The major problem was accommodating senior catering students. Graham Wilkinson, solved this by using his contacts and considerable charm to place them all at the prestigious Gleneagles Hotel in Scotland. Students would be working alongside a skilled, experienced and highly qualified team. During this highly desirable internship, Gladys Skelton and Yvonne Trotter were the resident tutors who taught, mothered, cared for and kept all in line until the end of October.
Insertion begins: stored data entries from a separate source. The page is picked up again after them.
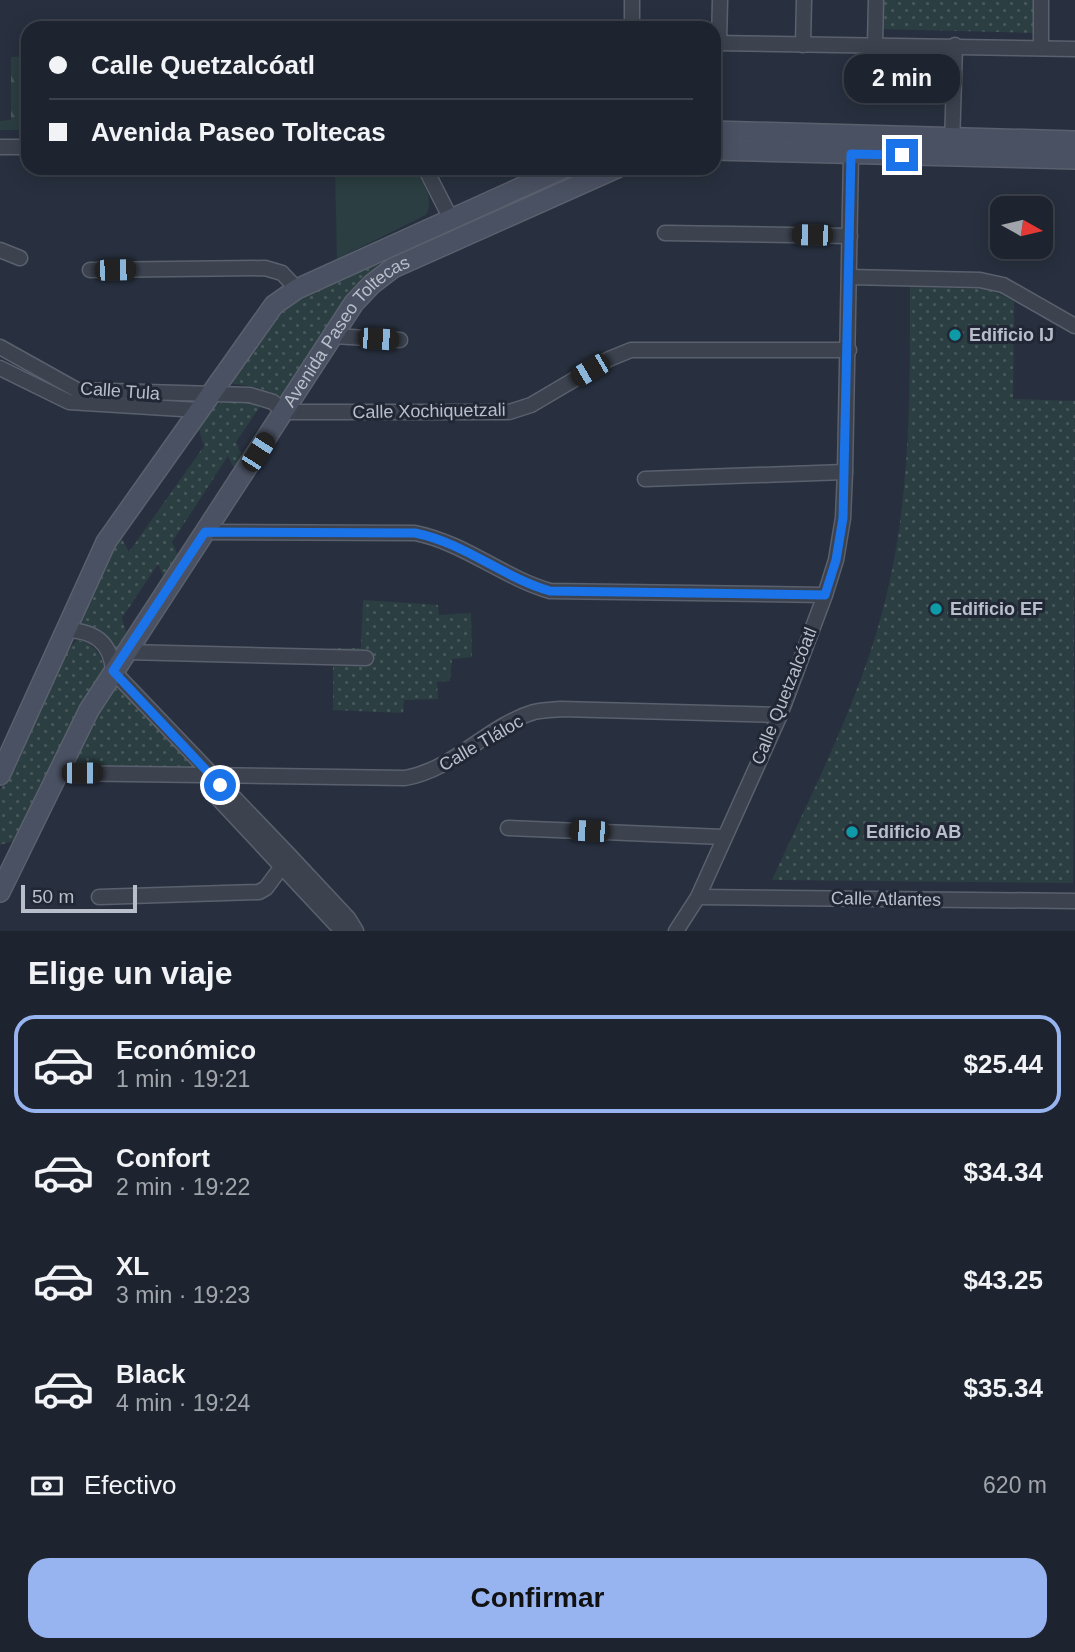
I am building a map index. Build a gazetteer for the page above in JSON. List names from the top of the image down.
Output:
{
  "streets": {
    "street": [
      "Avenida Paseo Toltecas",
      "Calle Tula",
      "Calle Xochiquetzali",
      "Calle Quetzalcóatl",
      "Calle Tláloc",
      "Calle Atlantes"
    ]
  },
  "crossings": [
    ["Avenida Paseo Toltecas", "Calle Tula"],
    ["Avenida Paseo Toltecas", "Calle Xochiquetzali"],
    ["Avenida Paseo Toltecas", "Calle Tláloc"],
    ["Calle Tula", "Calle Xochiquetzali"],
    ["Calle Xochiquetzali", "Calle Quetzalcóatl"],
    ["Calle Quetzalcóatl", "Calle Tláloc"],
    ["Calle Quetzalcóatl", "Calle Atlantes"]
  ],
  "places": ["Edificio IJ", "Edificio EF", "Edificio AB"],
  "scale_bar": "50 m",
  "north": "right",
  "page": {
    "banner": ["Calle Quetzalcóatl", "Avenida Paseo Toltecas"],
    "bubble": "2 min",
    "scale": "50 m",
    "heading": "Elige un viaje",
    "list": [
      {
        "name": "Económico",
        "note": "1 min · 19:21",
        "value": "$25.44"
      },
      {
        "name": "Confort",
        "note": "2 min · 19:22",
        "value": "$34.34"
      },
      {
        "name": "XL",
        "note": "3 min · 19:23",
        "value": "$43.25"
      },
      {
        "name": "Black",
        "note": "4 min · 19:24",
        "value": "$35.34"
      }
    ],
    "pay": ["Efectivo", "620 m"],
    "buttons": "Confirmar"
  }
}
The Decline of Courtfield.
Nothing remains static, the demand for hospitality programmes declined, as did many of the craft courses. Smaller colleges that had been ‘Feeder’ colleges in the past, were given permission to run their own courses. Private providers and the larger hospitality companies decided to run their own training. Delivery and assessment of Trainees was undertaken in the workplace rather than in ‘Realistic Work Environments’. Consequently, the now depleted Craft programmes were moved back to Bispham. Eventually, the College sold off Courtfield House and its land to developers. They immediately cashed in on the artefacts of what had been a beautiful Victorian house: its marble fireplaces, carved wood doors and brass door furniture, ceiling mouldings, stained glass windows, even its oak floorboards.
From the mid 90’s a new reorganisation at the college dismantled the teaching organisation for Hotel & Catering, many of the long serving, highly qualified, but expensive staff were encouraged to retire. The faculties of Food, Leisure and Hairdressing were merged, with a new Head of Department and by the end of the 90’s the Hotel & Catering provision at the college was a shadow of its former self.
The Legacy of those times, at the peak of its reputation as a world class provider of Hotel and Catering skills ( now referred to as Hospitality) is carried by those who remember it. Never to be repeated.
The name of Courtfield lives on in our memories as a centre of vocational excellence in Hospitality management and Culinary Arts.
Editors Note: This is a short extract from a longer and more detailed History of Courtfield, made available to the Local History Department at Blackpool Central Library with pictures and memorabilia.